EXERCISE REQUIREMENTS: Nothing but the data below, returned exactly, should appear in the answer.

= = =

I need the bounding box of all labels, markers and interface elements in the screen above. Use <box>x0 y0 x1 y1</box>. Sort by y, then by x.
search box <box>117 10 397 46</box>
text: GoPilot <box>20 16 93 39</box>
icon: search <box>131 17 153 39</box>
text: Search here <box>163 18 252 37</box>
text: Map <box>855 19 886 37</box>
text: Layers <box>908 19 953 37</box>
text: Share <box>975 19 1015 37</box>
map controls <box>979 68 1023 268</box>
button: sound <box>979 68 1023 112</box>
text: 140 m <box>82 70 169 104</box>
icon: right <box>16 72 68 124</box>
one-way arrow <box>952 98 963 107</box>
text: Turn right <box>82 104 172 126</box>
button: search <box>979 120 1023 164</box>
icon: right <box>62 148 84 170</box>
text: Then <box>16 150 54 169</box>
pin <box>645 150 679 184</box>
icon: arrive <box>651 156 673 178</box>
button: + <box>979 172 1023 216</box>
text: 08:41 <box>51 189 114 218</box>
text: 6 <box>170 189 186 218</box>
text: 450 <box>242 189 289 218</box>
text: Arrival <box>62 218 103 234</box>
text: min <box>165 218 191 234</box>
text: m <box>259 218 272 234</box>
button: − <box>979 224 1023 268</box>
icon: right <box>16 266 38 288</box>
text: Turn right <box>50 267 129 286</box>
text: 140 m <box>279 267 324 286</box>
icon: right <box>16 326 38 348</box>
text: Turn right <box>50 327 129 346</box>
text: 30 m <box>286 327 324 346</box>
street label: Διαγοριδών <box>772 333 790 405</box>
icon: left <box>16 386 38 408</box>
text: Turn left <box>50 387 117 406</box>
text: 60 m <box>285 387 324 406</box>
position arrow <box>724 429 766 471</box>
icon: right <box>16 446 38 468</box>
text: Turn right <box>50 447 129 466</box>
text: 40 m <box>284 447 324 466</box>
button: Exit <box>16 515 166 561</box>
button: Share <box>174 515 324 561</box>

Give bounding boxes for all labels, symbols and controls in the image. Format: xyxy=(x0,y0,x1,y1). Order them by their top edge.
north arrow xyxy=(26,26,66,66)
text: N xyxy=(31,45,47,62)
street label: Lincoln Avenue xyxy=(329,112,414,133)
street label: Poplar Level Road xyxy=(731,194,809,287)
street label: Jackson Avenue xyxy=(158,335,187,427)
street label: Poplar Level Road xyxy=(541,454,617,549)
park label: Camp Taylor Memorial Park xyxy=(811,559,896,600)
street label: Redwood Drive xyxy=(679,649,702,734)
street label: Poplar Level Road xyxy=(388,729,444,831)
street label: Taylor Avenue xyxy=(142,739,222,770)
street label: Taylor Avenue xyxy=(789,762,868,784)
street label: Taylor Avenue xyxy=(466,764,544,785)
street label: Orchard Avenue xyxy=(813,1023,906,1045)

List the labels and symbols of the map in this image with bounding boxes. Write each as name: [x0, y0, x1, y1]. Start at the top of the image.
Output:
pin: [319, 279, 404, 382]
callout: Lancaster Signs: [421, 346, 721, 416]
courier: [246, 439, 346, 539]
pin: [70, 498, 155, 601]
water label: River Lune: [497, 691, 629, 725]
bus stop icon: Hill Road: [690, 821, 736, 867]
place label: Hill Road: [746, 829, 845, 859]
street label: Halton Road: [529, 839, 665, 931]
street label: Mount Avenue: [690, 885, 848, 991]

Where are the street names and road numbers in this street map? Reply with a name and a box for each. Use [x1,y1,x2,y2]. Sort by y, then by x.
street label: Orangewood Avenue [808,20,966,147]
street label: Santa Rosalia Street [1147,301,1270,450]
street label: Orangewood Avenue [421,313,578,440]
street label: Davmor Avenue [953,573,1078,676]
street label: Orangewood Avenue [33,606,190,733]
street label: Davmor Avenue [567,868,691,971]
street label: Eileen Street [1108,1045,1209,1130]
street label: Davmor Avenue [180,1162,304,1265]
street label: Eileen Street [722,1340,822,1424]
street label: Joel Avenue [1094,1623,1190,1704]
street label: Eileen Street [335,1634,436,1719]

= = =

REPLY TO THE EXERCISE:
I need the bounding box of all labels, markers and interface elements in the screen above. Use <box>x0 y0 x1 y1</box>. Sort by y, then by x.
search box <box>117 10 397 46</box>
text: GoPilot <box>20 16 93 39</box>
icon: search <box>131 17 153 39</box>
text: Search here <box>163 18 252 37</box>
text: Map <box>855 19 886 37</box>
text: Layers <box>908 19 953 37</box>
text: Share <box>975 19 1015 37</box>
map controls <box>979 68 1023 268</box>
button: sound <box>979 68 1023 112</box>
text: 140 m <box>82 70 169 104</box>
icon: right <box>16 72 68 124</box>
one-way arrow <box>952 98 963 107</box>
text: Turn right <box>82 104 172 126</box>
button: search <box>979 120 1023 164</box>
icon: right <box>62 148 84 170</box>
text: Then <box>16 150 54 169</box>
pin <box>645 150 679 184</box>
icon: arrive <box>651 156 673 178</box>
button: + <box>979 172 1023 216</box>
text: 08:41 <box>51 189 114 218</box>
text: 6 <box>170 189 186 218</box>
text: 450 <box>242 189 289 218</box>
text: Arrival <box>62 218 103 234</box>
text: min <box>165 218 191 234</box>
text: m <box>259 218 272 234</box>
button: − <box>979 224 1023 268</box>
icon: right <box>16 266 38 288</box>
text: Turn right <box>50 267 129 286</box>
text: 140 m <box>279 267 324 286</box>
icon: right <box>16 326 38 348</box>
text: Turn right <box>50 327 129 346</box>
text: 30 m <box>286 327 324 346</box>
street label: Διαγοριδών <box>772 333 790 405</box>
icon: left <box>16 386 38 408</box>
text: Turn left <box>50 387 117 406</box>
text: 60 m <box>285 387 324 406</box>
position arrow <box>724 429 766 471</box>
icon: right <box>16 446 38 468</box>
text: Turn right <box>50 447 129 466</box>
text: 40 m <box>284 447 324 466</box>
button: Exit <box>16 515 166 561</box>
button: Share <box>174 515 324 561</box>

Give bounding boxes for all labels, symbols and controls in the image. Format: xyxy=(x0,y0,x1,y1). Order them by their top edge.
north arrow xyxy=(26,26,66,66)
text: N xyxy=(31,45,47,62)
street label: Lincoln Avenue xyxy=(329,112,414,133)
street label: Poplar Level Road xyxy=(731,194,809,287)
street label: Jackson Avenue xyxy=(158,335,187,427)
street label: Poplar Level Road xyxy=(541,454,617,549)
park label: Camp Taylor Memorial Park xyxy=(811,559,896,600)
street label: Redwood Drive xyxy=(679,649,702,734)
street label: Poplar Level Road xyxy=(388,729,444,831)
street label: Taylor Avenue xyxy=(142,739,222,770)
street label: Taylor Avenue xyxy=(789,762,868,784)
street label: Taylor Avenue xyxy=(466,764,544,785)
street label: Orchard Avenue xyxy=(813,1023,906,1045)

List the labels and symbols of the map in this image with bounding boxes. Write each as name: [x0, y0, x1, y1]. Start at the top of the image.
Output:
pin: [319, 279, 404, 382]
callout: Lancaster Signs: [421, 346, 721, 416]
courier: [246, 439, 346, 539]
pin: [70, 498, 155, 601]
water label: River Lune: [497, 691, 629, 725]
bus stop icon: Hill Road: [690, 821, 736, 867]
place label: Hill Road: [746, 829, 845, 859]
street label: Halton Road: [529, 839, 665, 931]
street label: Mount Avenue: [690, 885, 848, 991]

Where are the street names and road numbers in this street map? Reply with a name and a box for each. Use [x1,y1,x2,y2]. Sort by y, then by x.
street label: Orangewood Avenue [808,20,966,147]
street label: Santa Rosalia Street [1147,301,1270,450]
street label: Orangewood Avenue [421,313,578,440]
street label: Davmor Avenue [953,573,1078,676]
street label: Orangewood Avenue [33,606,190,733]
street label: Davmor Avenue [567,868,691,971]
street label: Eileen Street [1108,1045,1209,1130]
street label: Davmor Avenue [180,1162,304,1265]
street label: Eileen Street [722,1340,822,1424]
street label: Joel Avenue [1094,1623,1190,1704]
street label: Eileen Street [335,1634,436,1719]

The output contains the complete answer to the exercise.